In 1620 he became a doctor of law but he joined the work of his father. In 1635 they published the Atlas Novus (full title: Theatrum orbis terrarum, sive, Atlas novus) in two volumes. Joan and his brother Cornelius took over the studio after their father died in 1638. Joan became the official cartographer of the Dutch East India Company.

Blaeu's world map, Nova et Accuratissima Terrarum Orbis Tabula, incorporating the discoveries of Abel Tasman, was published in 1648.[1]

Around 1649 Joan Blaeu published a collection of Dutch city maps named Tooneel der Steeden (Views of Cities). In 1651 he was voted into the Amsterdam council. In 1654 Joan published the first atlas of Scotland, devised by Timothy Pont. In 1662 he reissued the atlas with 11 volumes, and one for oceans. It was also known as Atlas Maior.

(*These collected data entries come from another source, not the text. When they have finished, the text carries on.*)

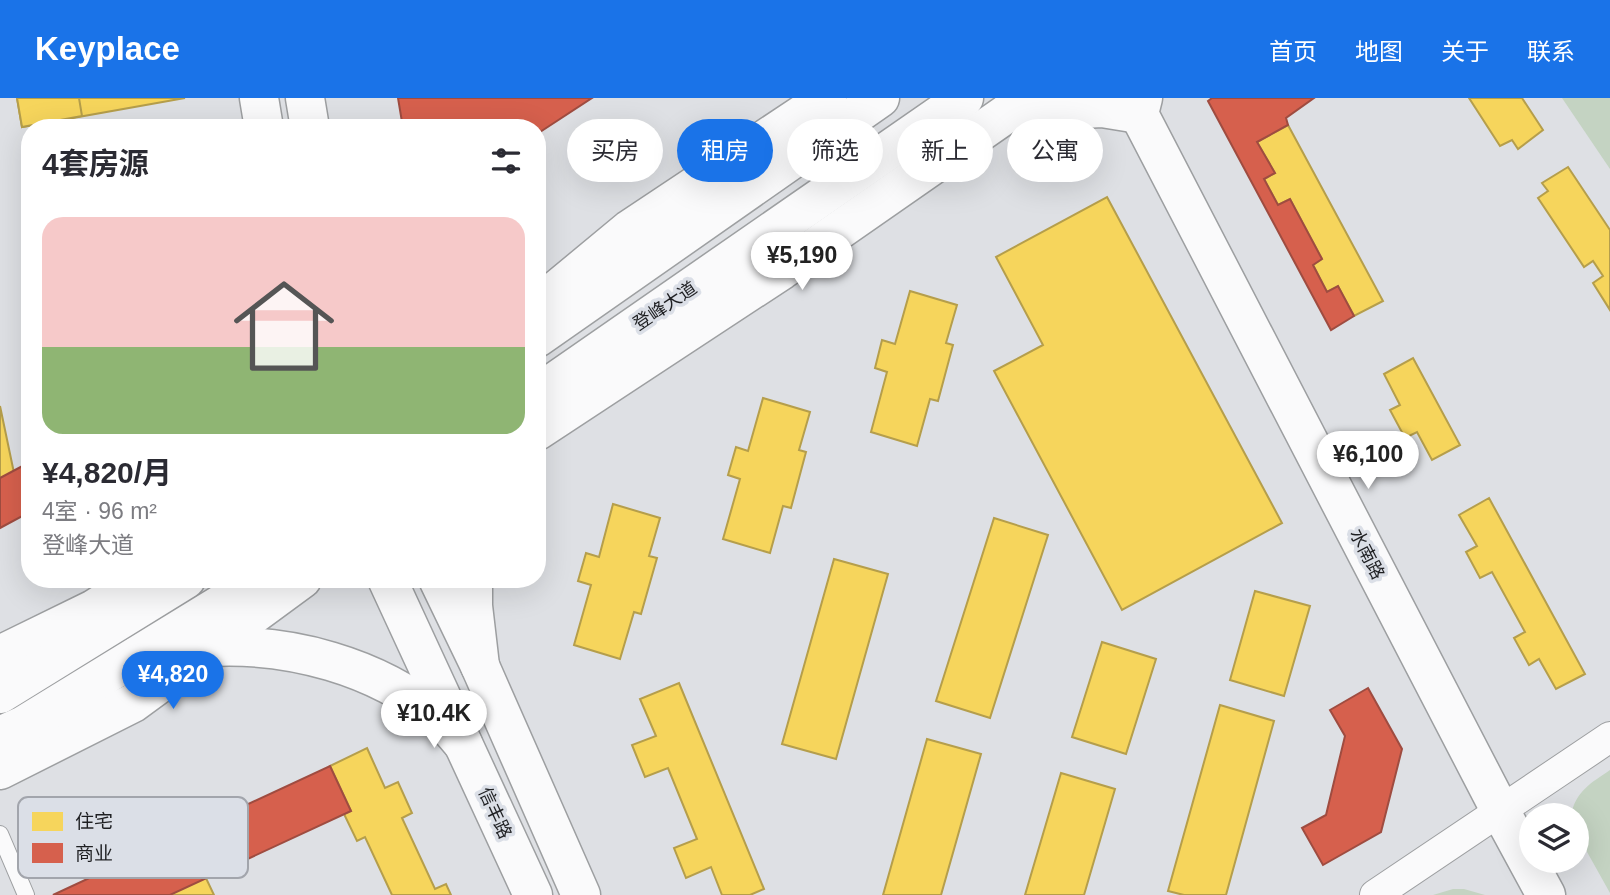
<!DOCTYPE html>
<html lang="zh">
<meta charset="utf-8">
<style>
:root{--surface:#fff;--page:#f2f2f3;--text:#2b2b33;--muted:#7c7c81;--line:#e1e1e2;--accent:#1a73e8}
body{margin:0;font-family:Arial,"Noto Sans SC",sans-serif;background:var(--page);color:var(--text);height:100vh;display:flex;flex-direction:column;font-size:26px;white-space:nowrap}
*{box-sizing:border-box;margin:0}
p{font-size:23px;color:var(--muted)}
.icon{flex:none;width:38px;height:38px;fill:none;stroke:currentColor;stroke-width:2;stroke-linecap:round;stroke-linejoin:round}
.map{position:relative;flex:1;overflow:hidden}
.details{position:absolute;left:21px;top:21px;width:525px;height:469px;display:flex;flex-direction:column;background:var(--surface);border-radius:28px;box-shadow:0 7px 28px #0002}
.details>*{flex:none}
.guide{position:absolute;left:567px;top:21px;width:665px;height:63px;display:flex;gap:14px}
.controls{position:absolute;left:1519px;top:705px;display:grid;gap:14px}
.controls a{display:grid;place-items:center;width:70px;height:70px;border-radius:50%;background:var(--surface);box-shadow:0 7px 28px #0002;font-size:35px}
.price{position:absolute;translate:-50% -60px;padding:0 16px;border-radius:24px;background:#fff;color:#222;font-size:23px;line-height:46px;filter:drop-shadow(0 2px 4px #0008)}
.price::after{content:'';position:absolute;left:50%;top:42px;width:21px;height:16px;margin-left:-10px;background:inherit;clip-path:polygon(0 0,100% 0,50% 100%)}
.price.current{background:var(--accent);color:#fff}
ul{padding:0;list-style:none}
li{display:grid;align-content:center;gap:14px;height:371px;padding:0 21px}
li+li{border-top:2px solid var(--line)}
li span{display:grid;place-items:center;height:217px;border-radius:21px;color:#555}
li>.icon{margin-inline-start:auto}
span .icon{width:126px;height:126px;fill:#fffc;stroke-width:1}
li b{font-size:30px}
h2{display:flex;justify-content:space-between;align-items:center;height:84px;padding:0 21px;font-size:30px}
.tag{padding:0 24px;border-radius:32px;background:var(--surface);box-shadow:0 7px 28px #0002;font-size:24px;line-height:63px}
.tag.current{background:var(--accent);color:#fff}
header{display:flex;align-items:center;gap:42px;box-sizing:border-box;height:98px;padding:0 35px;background:var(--accent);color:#fff}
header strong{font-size:33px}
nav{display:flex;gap:38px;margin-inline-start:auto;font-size:24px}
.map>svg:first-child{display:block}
.green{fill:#c4d3c2}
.homes{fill:#f6d55c;stroke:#b59e4b;stroke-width:2}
.shops{fill:#d6604d;stroke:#9f4c40;stroke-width:2}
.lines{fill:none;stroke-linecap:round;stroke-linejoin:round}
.lane-casing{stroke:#9d9fa1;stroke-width:18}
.street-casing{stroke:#9d9fa1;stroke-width:32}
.secondary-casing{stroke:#9d9fa1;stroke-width:41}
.primary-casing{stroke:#9d9fa1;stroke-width:41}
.lane{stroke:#fafafb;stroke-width:16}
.street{stroke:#fafafb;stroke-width:30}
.secondary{stroke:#fafafb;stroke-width:38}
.primary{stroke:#fafafb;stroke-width:38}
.labels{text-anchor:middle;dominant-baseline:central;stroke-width:7;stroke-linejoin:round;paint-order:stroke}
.street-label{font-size:18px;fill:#1e1f22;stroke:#dbdfe7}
.key{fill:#dbdfe7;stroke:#a2a5ac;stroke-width:2}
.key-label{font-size:19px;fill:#1e1f22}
</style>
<header>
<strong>Keyplace</strong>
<nav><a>首页</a><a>地图</a><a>关于</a><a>联系</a></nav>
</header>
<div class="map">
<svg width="1610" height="797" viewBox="0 0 1610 797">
<rect width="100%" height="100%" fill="#dee0e4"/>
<g class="green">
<polygon points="1562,0 1610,0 1610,71"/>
<path d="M1610 672V795L1577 736V718L1571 717C1576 693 1591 685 1610 672Z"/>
<polygon points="1453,791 1464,791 1485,797 1433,797"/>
</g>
<g class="homes">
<polygon points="17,0 185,0 22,29"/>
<polygon points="17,0 79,0 82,18 22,29"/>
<polygon points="1469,0 1522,0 1543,32 1518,51 1512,42 1500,48"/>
<polygon points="1288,27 1383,203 1354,218 1338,188 1327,194 1313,167 1322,161 1290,101 1278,107 1264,81 1275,75 1257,44"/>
<polygon points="1568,69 1610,132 1610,212 1593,185 1603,178 1593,163 1584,169 1538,100 1548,93 1542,85"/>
<polygon points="1107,99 1282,425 1122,512 994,273 1043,247 996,159"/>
<polygon points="910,193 957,207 946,245 953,247 938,303 930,301 917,348 871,334 887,274 875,270 882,242 895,246"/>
<polygon points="1413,260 1460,347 1432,362 1417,334 1405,340 1390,312 1400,307 1384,276"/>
<polygon points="763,300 810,314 799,352 806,354 791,410 783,408 770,455 723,441 740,381 728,377 736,349 748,353"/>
<polygon points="0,308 18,394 0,398"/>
<polygon points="1489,400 1585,576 1556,591 1539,561 1529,567 1514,540 1525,534 1492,474 1480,480 1466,454 1477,448 1459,417"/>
<polygon points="613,406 660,420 649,458 657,460 641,516 634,514 620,561 574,547 591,487 578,483 586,455 599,459"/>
<polygon points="994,420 1048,437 990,620 936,603"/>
<polygon points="834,461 888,476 836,661 782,646"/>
<polygon points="1255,493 1310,508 1284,598 1230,582"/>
<polygon points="1102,544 1156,561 1126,656 1072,639"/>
<polygon points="679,585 764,791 750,797 722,797 711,769 686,780 674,750 697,741 668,670 645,679 632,647 656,638 640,601"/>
<polygon points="1220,607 1274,623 1226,797 1184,797 1168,793"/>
<polygon points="927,641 981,656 941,797 883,797"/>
<polygon points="367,650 385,690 398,684 412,715 402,720 435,791 446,786 451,797 392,797 365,739 357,743 344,716 351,713 330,668"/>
<polygon points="1061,675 1115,691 1084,797 1025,797"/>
<polygon points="174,742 192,783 205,778 214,797 155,797 138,759"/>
</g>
<g class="shops">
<polygon points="398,0 592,0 537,36 537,30 403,30"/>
<polygon points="1212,0 1314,0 1286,20 1288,27 1257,44 1275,75 1264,81 1278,107 1290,101 1322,161 1313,167 1327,194 1338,188 1354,218 1331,232 1208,3"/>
<polygon points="30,364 30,414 0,430 0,380"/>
<polygon points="1368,590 1402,651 1381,734 1323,767 1302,730 1326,717 1345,638 1330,612"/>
<polygon points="330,668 351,713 170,797 53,797"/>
</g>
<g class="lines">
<defs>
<polyline id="lane" points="0,736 26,797"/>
<polyline id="street" points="1375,797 1610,639"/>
<g id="secondary">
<polyline points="259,0 264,30"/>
<polyline points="305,0 310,30"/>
<polyline points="1143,0 1139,16 1501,714 1546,797"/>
<polyline points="1008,15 1102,10 1139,16"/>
<polyline points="537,208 630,131 827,0"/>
<polyline points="537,333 782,172 1029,0"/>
<polyline points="387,481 533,797"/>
<polyline points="438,481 480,568 581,797"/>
<polyline points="0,557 94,511 141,481"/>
<polyline points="0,672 133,605 302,481"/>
</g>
<g id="primary">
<polyline points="537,240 880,0"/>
<polyline points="537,296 964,0"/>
<polyline points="473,481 473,508 480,568"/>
<path d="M137 558C161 555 186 550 211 549 290 545 376 568 438 619 447 626 455 637 463 646"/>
<polyline points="0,596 186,481"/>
<polyline points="0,638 24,627 262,481"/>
</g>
</defs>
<use href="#lane" class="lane-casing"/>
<use href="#street" class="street-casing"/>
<use href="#secondary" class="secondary-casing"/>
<use href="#primary" class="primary-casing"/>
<use href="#lane" class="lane"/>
<use href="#street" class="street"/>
<use href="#secondary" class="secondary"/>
<use href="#primary" class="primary"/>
</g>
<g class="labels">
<g class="street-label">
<text transform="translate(665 208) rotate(-34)">登峰大道</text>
<text transform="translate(1367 456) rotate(63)">水南路</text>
<text transform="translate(495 715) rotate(65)">信丰路</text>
</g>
</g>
<rect x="18" y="699" width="230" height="81" rx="10" class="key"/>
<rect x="32" y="714" width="31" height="19" fill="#f6d55c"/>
<rect x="32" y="745" width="31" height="20" fill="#d6604d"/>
<g class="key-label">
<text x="75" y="730">住宅</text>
<text x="75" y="762">商业</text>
</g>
</svg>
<div class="controls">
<a><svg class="icon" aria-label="layers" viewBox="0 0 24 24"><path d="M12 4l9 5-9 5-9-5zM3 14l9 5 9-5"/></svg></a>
</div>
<b class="price" style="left:802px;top:194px">¥5,190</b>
<b class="price" style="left:1368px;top:393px">¥6,100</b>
<b class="price current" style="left:173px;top:613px">¥4,820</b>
<b class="price" style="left:434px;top:652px">¥10.4K</b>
<div class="guide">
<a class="tag">买房</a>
<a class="tag current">租房</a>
<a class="tag">筛选</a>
<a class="tag">新上</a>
<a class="tag">公寓</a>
</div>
<section class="details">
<h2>4套房源<svg class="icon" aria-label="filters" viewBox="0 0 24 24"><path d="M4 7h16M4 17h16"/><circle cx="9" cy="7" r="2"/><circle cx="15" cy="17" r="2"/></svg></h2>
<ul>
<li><span style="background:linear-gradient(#f6c9c9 60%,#8fb573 0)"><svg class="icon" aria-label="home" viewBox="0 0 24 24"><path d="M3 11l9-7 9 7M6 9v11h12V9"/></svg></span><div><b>¥4,820/月</b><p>4室 · 96 m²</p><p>登峰大道</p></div></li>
</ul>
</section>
</div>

A cosmology was planned as their next project, but a fire destroyed the studio completely in 1672. Joan Blaeu died in Amsterdam the following year.

References

  1. ^ Brian Hooker, “New Light on the Mapping and Naming of New Zealand”, The New Zealand journal of history, vol.6, no.2, 1972, pp.158–67, p.159; William Eisler and Bernard Smith, Terra Australis: The Furthest Shore, Sydney, International Cultural Corporation of Australis, 1988, pp.67-84, p.80; Glyndwr Williams and Alan Frost, Terra Australis to Australia, Oxford University Press in association with the Australian Academy of the Humanities, 1988, p. 103; Byron Heath, Discovering the Great South Land, Rosenberg, 2005, p.117.